* **ASSIGNMENT**
Find the line with "context.save(); context.translate(x, y);" in the records below. Copy it and every line after it, up to and including the line with "M604,607L660,647V714L658,716L571,654Z".

Dataset entries

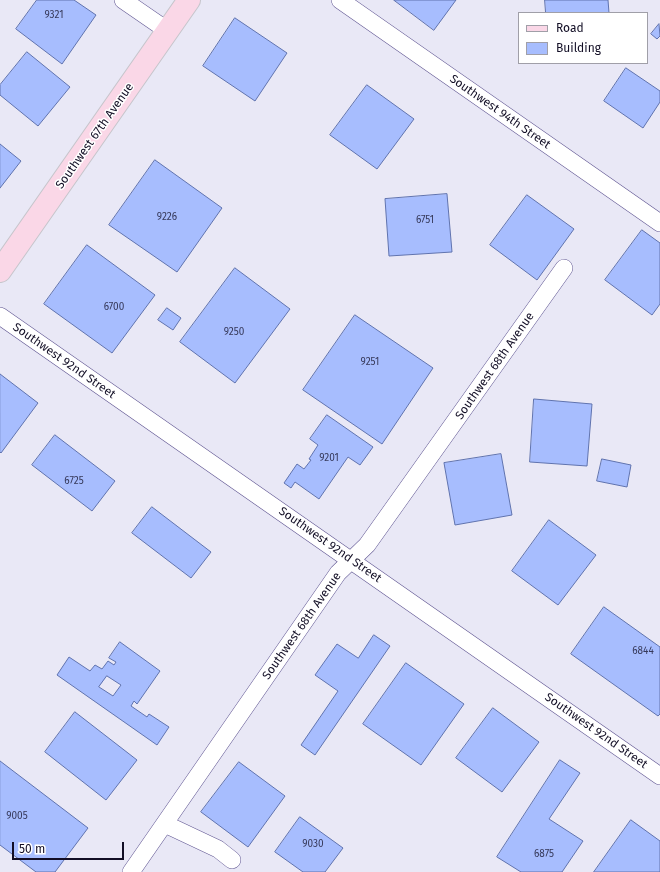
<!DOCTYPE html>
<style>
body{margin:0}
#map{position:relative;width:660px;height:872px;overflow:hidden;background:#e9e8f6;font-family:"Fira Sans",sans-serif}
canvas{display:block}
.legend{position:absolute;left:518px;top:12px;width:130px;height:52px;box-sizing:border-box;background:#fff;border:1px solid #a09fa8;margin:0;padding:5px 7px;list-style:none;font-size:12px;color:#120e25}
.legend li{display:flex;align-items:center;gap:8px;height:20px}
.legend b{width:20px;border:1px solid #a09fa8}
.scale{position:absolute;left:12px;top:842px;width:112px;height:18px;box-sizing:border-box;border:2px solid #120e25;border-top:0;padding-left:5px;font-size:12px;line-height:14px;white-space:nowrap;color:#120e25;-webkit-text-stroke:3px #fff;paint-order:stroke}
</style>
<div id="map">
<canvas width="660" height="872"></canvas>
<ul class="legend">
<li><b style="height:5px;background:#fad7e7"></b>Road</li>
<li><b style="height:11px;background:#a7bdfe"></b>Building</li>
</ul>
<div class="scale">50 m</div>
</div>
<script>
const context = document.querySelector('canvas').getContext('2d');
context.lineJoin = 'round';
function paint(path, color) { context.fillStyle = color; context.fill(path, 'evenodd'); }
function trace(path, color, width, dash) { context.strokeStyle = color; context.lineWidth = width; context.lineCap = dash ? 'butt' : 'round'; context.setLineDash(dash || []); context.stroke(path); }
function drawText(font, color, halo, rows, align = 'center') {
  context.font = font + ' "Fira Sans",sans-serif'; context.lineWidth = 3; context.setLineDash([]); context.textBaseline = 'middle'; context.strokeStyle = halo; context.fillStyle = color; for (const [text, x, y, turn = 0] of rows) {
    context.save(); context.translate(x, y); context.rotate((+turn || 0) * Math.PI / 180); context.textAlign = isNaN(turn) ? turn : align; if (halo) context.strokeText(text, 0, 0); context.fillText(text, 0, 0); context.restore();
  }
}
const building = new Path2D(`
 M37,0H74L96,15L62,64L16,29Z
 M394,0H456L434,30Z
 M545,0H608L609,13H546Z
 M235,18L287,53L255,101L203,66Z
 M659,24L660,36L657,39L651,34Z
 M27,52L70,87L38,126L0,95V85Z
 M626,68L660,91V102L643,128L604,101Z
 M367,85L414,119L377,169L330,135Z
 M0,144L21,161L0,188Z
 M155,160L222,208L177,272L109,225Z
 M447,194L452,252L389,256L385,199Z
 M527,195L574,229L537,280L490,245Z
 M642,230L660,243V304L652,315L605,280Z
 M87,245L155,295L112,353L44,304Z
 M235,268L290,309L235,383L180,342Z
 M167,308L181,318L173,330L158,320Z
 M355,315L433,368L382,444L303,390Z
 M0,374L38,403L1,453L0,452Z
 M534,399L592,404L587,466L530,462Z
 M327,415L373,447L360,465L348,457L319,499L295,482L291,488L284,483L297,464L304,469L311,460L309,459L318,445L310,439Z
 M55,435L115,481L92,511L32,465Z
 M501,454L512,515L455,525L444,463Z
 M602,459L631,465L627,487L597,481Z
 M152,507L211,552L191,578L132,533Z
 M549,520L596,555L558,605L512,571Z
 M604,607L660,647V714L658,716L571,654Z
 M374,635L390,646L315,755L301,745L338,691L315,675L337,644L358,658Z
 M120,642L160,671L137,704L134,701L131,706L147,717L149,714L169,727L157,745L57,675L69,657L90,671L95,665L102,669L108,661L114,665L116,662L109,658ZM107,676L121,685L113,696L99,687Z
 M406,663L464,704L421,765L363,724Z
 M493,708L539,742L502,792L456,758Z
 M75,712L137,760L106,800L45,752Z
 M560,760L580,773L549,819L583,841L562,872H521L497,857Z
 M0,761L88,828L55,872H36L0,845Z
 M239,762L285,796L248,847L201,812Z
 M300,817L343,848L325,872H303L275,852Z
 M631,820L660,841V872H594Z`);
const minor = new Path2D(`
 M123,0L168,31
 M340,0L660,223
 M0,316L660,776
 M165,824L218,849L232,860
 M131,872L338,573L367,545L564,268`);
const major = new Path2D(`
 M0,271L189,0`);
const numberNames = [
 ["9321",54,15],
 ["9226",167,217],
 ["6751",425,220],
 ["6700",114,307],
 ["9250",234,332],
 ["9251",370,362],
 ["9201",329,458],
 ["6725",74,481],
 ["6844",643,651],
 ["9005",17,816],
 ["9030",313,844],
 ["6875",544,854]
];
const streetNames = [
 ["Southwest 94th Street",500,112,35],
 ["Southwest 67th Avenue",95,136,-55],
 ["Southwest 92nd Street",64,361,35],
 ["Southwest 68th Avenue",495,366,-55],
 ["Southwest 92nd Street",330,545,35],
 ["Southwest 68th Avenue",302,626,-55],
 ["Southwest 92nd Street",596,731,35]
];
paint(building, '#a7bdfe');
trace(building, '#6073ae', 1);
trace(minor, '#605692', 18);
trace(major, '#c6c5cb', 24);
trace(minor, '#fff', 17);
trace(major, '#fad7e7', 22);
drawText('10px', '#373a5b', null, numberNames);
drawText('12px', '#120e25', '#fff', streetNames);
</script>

* **ANSWER BELOW**
    context.save(); context.translate(x, y); context.rotate((+turn || 0) * Math.PI / 180); context.textAlign = isNaN(turn) ? turn : align; if (halo) context.strokeText(text, 0, 0); context.fillText(text, 0, 0); context.restore();
  }
}
const building = new Path2D(`
 M37,0H74L96,15L62,64L16,29Z
 M394,0H456L434,30Z
 M545,0H608L609,13H546Z
 M235,18L287,53L255,101L203,66Z
 M659,24L660,36L657,39L651,34Z
 M27,52L70,87L38,126L0,95V85Z
 M626,68L660,91V102L643,128L604,101Z
 M367,85L414,119L377,169L330,135Z
 M0,144L21,161L0,188Z
 M155,160L222,208L177,272L109,225Z
 M447,194L452,252L389,256L385,199Z
 M527,195L574,229L537,280L490,245Z
 M642,230L660,243V304L652,315L605,280Z
 M87,245L155,295L112,353L44,304Z
 M235,268L290,309L235,383L180,342Z
 M167,308L181,318L173,330L158,320Z
 M355,315L433,368L382,444L303,390Z
 M0,374L38,403L1,453L0,452Z
 M534,399L592,404L587,466L530,462Z
 M327,415L373,447L360,465L348,457L319,499L295,482L291,488L284,483L297,464L304,469L311,460L309,459L318,445L310,439Z
 M55,435L115,481L92,511L32,465Z
 M501,454L512,515L455,525L444,463Z
 M602,459L631,465L627,487L597,481Z
 M152,507L211,552L191,578L132,533Z
 M549,520L596,555L558,605L512,571Z
 M604,607L660,647V714L658,716L571,654Z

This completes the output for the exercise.